The Tumor Microbiome as a Predictor of Outcomes in Patients with Metastatic Melanoma Treated with Immune Checkpoint Inhibitors

Abstract

Emerging evidence supports the important role of the tumor microbiome in oncogenesis, cancer immune phenotype, cancer progression, and treatment outcomes in many malignancies. In this study, we investigated the metastatic melanoma tumor microbiome and its potential roles in association with clinical outcomes, such as survival, in patients with metastatic disease treated with immune checkpoint inhibitors (ICI). Baseline tumor samples were collected from 71 patients with metastatic melanoma before treatment with ICIs. Bulk RNA sequencing (RNA-seq) was conducted on the formalin-fixed, paraffin-embedded and fresh frozen tumor samples. Durable clinical benefit (primary clinical endpoint) following ICIs was defined as overall survival >24 months and no change to the primary drug regimen (responders). We processed RNA-seq reads to carefully identify exogenous sequences using the {exotic} tool. The age of the 71 patients with metastatic melanoma ranged from 24 to 83 years, 59% were male, and 55% survived >24 months following the initiation of ICI treatment. Exogenous taxa were identified in the tumor RNA-seq, including bacteria, fungi, and viruses. We found differences in gene expression and microbe abundances in immunotherapy-responsive versus nonresponsive tumors. Responders showed significant enrichment of bacteriophages in the phylum Uroviricota, and nonresponders showed enrichment of several bacteria, including Campylobacter jejuni. These microbes correlated with immune-related gene expression signatures. Finally, we found that models for predicting prolonged survival with immunotherapy using both microbe abundances and gene expression outperformed models using either dataset alone. Our findings warrant further investigation and potentially support therapeutic strategies to modify the tumor microbiome in order to improve treatment outcomes with ICIs.

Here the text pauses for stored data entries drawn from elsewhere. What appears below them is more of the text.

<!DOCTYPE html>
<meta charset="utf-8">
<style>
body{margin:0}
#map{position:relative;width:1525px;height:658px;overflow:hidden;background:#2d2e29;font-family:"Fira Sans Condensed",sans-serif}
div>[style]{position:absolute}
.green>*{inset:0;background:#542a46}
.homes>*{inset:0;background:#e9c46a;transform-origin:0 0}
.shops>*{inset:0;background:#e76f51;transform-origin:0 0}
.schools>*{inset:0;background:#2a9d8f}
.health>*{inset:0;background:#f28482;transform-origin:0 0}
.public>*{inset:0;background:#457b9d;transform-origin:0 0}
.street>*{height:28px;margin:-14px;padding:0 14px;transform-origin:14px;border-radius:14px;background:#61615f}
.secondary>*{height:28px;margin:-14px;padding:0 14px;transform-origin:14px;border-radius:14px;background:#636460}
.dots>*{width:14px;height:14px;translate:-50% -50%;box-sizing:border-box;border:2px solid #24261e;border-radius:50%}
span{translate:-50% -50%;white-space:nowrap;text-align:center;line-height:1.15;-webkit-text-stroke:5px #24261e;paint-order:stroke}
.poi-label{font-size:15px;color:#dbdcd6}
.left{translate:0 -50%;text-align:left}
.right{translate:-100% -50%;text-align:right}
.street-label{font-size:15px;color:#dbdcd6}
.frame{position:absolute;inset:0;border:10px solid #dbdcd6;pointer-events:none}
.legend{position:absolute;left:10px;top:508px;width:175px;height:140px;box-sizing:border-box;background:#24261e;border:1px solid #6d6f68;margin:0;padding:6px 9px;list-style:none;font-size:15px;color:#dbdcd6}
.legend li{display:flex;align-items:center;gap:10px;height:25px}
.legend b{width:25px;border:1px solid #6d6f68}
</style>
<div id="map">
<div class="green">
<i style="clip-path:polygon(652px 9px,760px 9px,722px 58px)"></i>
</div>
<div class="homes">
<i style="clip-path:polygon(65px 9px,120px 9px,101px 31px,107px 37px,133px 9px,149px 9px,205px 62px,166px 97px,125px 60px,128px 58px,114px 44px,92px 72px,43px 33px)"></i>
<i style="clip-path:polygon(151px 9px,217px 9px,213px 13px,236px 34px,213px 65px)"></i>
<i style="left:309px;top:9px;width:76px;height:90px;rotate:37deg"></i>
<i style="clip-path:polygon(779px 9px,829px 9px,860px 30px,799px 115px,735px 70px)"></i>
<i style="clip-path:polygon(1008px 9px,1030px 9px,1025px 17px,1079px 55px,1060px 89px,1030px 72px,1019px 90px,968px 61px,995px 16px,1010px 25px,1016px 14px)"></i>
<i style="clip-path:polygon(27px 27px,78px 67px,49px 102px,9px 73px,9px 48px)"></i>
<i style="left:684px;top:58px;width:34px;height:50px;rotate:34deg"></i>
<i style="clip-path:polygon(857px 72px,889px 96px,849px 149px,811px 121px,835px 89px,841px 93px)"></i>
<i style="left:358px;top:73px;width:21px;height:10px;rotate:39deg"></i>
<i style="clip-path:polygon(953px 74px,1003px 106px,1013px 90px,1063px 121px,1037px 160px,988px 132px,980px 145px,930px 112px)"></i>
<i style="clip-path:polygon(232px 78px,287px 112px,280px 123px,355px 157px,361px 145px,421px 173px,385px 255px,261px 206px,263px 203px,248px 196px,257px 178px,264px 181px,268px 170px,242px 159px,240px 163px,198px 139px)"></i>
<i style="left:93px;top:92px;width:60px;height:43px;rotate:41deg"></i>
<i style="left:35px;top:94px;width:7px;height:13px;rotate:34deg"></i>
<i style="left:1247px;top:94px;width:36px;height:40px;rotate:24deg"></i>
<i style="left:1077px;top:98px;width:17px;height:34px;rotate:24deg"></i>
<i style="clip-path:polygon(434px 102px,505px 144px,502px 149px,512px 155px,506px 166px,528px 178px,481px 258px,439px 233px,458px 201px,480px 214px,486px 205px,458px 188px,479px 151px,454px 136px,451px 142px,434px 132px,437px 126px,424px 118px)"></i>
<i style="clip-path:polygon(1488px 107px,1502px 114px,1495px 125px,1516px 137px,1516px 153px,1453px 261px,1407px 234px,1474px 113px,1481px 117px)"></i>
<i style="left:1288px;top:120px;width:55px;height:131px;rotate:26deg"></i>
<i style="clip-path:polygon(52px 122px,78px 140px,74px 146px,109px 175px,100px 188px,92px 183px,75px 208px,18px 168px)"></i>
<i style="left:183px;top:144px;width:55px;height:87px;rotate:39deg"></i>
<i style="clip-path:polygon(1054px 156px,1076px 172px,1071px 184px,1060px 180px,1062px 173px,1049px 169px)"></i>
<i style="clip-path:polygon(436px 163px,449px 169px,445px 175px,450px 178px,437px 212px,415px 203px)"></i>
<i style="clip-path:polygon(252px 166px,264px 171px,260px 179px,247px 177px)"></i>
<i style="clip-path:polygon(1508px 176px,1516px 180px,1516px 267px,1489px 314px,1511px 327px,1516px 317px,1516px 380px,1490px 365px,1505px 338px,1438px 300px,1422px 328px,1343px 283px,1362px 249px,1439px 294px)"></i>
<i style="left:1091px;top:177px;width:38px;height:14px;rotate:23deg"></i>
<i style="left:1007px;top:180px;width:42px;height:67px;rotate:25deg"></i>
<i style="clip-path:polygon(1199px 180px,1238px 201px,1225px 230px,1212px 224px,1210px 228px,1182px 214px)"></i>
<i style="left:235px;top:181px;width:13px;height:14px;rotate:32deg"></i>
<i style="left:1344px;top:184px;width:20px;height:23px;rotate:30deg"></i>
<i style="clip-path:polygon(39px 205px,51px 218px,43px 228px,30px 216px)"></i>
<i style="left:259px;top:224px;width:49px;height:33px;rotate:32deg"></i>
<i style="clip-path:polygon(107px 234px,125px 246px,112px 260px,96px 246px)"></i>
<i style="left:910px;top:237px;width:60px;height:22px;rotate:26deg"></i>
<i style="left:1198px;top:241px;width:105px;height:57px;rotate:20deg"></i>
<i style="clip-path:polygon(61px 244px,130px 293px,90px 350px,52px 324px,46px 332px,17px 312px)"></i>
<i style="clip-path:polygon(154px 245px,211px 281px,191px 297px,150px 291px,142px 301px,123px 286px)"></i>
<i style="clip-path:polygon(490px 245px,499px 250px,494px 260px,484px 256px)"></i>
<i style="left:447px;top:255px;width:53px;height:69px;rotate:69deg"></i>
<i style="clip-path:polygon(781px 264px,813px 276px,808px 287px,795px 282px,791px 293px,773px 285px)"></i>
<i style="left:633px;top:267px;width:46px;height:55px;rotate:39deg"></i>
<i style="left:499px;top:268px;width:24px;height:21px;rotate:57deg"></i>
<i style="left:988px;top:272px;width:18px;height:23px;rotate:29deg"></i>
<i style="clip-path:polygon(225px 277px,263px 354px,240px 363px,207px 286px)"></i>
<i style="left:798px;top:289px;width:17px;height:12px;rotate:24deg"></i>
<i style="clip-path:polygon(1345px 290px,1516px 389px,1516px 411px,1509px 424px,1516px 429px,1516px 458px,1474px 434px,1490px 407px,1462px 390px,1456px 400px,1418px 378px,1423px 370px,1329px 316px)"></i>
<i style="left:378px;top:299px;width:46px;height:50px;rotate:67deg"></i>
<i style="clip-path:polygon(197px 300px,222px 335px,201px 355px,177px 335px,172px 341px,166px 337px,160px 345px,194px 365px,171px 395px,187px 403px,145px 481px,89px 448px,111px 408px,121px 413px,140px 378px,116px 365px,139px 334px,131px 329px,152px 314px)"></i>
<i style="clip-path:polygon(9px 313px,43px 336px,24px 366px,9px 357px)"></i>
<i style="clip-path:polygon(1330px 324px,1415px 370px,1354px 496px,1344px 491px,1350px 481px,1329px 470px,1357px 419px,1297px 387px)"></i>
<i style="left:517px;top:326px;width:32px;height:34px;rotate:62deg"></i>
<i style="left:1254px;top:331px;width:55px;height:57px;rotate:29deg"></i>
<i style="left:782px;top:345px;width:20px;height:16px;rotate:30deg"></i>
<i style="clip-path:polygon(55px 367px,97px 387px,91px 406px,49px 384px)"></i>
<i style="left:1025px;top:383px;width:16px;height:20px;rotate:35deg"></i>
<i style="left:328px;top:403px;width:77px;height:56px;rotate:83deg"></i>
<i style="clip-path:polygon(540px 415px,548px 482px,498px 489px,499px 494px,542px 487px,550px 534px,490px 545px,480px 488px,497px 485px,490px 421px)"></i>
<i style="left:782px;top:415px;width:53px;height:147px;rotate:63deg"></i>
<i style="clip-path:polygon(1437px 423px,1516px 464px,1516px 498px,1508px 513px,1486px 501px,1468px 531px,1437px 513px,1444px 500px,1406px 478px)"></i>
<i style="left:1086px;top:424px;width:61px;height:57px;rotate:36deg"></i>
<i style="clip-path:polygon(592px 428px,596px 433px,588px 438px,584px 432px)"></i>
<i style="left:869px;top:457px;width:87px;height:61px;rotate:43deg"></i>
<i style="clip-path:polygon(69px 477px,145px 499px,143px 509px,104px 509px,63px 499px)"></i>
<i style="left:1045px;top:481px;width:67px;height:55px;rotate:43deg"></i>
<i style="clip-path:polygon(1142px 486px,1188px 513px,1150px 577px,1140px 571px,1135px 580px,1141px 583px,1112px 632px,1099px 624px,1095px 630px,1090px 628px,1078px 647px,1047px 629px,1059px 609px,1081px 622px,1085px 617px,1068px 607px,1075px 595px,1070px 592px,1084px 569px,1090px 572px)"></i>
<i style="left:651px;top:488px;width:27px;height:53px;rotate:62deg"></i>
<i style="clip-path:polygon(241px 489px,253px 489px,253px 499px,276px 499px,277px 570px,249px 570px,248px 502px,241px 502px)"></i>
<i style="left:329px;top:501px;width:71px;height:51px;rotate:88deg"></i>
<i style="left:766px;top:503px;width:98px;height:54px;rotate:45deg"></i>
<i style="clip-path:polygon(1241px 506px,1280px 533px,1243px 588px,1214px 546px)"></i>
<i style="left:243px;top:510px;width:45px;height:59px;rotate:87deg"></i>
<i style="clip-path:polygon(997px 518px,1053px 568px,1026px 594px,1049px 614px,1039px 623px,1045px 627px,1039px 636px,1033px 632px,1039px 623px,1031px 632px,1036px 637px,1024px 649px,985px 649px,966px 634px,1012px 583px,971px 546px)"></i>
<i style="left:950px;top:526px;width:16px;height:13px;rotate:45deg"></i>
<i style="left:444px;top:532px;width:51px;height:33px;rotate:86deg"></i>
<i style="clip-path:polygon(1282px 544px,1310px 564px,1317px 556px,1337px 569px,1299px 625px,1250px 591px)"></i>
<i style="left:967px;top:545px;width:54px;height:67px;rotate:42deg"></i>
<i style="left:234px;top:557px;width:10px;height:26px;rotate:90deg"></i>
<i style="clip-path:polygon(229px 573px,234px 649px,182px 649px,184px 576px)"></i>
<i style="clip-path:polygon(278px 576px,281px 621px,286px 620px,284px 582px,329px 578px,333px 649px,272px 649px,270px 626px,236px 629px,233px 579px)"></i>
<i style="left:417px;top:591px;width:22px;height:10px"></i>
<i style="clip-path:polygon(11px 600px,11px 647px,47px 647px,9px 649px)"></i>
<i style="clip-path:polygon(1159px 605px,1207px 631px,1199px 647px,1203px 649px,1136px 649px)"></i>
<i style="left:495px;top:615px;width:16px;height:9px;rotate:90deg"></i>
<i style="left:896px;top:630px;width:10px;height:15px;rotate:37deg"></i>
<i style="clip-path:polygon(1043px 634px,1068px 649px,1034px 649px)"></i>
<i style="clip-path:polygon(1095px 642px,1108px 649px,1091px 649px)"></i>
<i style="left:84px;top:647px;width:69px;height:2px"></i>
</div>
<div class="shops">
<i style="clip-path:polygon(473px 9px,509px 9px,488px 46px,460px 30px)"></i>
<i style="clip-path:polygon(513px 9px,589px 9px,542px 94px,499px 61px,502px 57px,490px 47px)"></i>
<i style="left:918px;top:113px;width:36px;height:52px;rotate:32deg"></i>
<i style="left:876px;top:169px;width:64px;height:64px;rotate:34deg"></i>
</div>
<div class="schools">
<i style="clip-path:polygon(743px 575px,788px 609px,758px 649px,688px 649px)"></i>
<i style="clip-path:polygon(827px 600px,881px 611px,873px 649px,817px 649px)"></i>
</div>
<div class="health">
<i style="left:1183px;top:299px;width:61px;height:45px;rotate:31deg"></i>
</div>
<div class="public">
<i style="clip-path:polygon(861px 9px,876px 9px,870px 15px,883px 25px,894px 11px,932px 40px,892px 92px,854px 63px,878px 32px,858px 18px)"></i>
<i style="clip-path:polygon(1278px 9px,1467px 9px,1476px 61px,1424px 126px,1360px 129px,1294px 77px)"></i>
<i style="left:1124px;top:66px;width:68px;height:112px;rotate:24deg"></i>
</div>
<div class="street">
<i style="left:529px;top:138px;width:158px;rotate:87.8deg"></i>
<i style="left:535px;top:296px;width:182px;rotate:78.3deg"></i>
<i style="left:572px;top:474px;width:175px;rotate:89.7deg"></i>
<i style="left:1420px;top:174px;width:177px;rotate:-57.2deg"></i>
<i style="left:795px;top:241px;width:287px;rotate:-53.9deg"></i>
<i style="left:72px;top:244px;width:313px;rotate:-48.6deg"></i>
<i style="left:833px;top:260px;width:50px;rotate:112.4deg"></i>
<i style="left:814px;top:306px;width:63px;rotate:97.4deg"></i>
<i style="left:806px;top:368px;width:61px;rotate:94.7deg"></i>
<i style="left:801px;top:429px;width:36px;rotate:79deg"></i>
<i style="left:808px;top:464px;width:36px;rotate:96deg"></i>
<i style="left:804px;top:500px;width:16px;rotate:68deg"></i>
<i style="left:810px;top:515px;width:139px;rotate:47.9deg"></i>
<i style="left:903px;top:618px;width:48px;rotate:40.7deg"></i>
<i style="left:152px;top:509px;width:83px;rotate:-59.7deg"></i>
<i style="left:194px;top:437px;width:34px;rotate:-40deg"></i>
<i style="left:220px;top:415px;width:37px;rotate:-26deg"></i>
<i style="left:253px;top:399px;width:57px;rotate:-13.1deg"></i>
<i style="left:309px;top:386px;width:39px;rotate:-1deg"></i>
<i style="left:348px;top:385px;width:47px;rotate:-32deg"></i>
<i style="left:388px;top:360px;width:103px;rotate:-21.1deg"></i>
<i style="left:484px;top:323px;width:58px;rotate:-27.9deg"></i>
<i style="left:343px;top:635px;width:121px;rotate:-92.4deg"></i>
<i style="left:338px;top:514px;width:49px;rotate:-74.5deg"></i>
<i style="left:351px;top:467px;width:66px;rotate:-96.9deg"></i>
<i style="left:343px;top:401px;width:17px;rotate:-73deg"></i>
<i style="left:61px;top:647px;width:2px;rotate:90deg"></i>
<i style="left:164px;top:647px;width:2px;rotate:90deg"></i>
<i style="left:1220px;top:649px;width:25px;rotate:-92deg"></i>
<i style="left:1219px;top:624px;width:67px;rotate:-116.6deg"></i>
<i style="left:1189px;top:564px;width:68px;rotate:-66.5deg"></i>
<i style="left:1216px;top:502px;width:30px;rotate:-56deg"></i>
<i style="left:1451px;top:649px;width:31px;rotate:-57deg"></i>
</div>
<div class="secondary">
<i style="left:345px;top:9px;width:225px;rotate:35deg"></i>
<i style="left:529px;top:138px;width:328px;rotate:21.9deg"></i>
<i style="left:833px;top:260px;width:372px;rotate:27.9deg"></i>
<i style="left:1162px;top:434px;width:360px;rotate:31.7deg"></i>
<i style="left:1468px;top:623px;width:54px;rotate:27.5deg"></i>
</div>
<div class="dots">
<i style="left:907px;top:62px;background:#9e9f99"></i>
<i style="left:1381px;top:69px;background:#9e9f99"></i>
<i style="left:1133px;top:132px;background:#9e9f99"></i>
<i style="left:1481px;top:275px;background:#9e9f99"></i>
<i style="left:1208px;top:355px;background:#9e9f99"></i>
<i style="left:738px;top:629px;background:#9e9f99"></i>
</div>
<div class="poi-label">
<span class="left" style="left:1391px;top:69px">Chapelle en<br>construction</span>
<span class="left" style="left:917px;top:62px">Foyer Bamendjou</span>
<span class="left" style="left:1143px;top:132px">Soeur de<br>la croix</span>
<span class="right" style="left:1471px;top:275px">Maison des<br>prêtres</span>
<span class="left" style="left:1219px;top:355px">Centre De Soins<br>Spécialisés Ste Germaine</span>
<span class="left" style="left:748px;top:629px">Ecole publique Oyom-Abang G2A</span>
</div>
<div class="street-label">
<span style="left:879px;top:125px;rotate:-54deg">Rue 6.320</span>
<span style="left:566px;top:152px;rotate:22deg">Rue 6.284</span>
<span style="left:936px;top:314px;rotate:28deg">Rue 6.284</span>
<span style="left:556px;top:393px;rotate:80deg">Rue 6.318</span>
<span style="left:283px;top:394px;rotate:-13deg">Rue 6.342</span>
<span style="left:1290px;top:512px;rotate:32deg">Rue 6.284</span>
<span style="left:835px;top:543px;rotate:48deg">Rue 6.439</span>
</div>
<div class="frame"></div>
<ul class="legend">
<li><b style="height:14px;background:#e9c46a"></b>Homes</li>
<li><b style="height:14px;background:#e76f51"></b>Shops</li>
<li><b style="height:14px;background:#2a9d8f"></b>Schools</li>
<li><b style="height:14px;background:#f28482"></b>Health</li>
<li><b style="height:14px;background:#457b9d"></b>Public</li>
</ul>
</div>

Significance: We analyzed the tumor microbiome and interactions with genes and pathways in metastatic melanoma treated with immunotherapy and identified several microbes associated with immunotherapy response and immune-related gene expression signatures. Machine learning models that combined microbe abundances and gene expression outperformed models using either dataset alone in predicting immunotherapy responses.

Figure 1

Graphical summary. RNA-seq data from tumor specimens are processed to microbe abundances and human gene expression. Each is associated with ICI response, and then integrative analyses combine them into a model to predict outcomes.

Figure 2

Immune-related gene expression associates with the response to ICIs. A, Gene expression differences between the tumors responsive (right) and nonresponsive (left) to ICI treatment. Significantly different genes after FDR correction are colored and labeled. B and C, GSEA comparing responders vs. the nonresponders using the Hallmark gene set and TIMEx cell types. FDR < 0.1 was used as the cutoff. D, Mann–Whitney comparison of responders and nonresponders for signatures reaching the 0.05 FDR threshold.

Figure 3

Melanoma tumors that respond to ICIs have a distinct tumor microbiome. A, The relative abundances of the tumor microbiome at the phylum level showed wide intersample variation in the abundances of Proteobacteria (blue) and viruses [Uroviricota (maroon)], without gross differences between nonresponders (NR) and responders (R). B, Differential abundance analysis of taxa found within tumor RNA-seq data. Colored points represent significantly (P value <0.05) enriched taxa with a high (>1.00) fold difference in abundance between responders and nonresponders to ICIs. C, The diversity of the tumor microbiome between responders and nonresponders shows no significant differences. D, The diversity of the microbiome is a poor predictor of outcomes.

Figure 4

Association of microbes and gene signatures. Effect size plot showing the top nine most significantly enriched species. Spearman correlation coefficients between the significantly enriched species, the most significantly correlated signatures, and other gene sets shown in a heatmap.

Figure 5

Prediction of response using gene expression and microbes. Mann–Whitney comparisons of the mean AUROC values from random forest model comparisons.

Figure 6

Prediction of random forest model combining microbe abundance and gene signatures. Balanced accuracies achieved by the microbe abundance, gene expression, and combined models for each of the three datasets.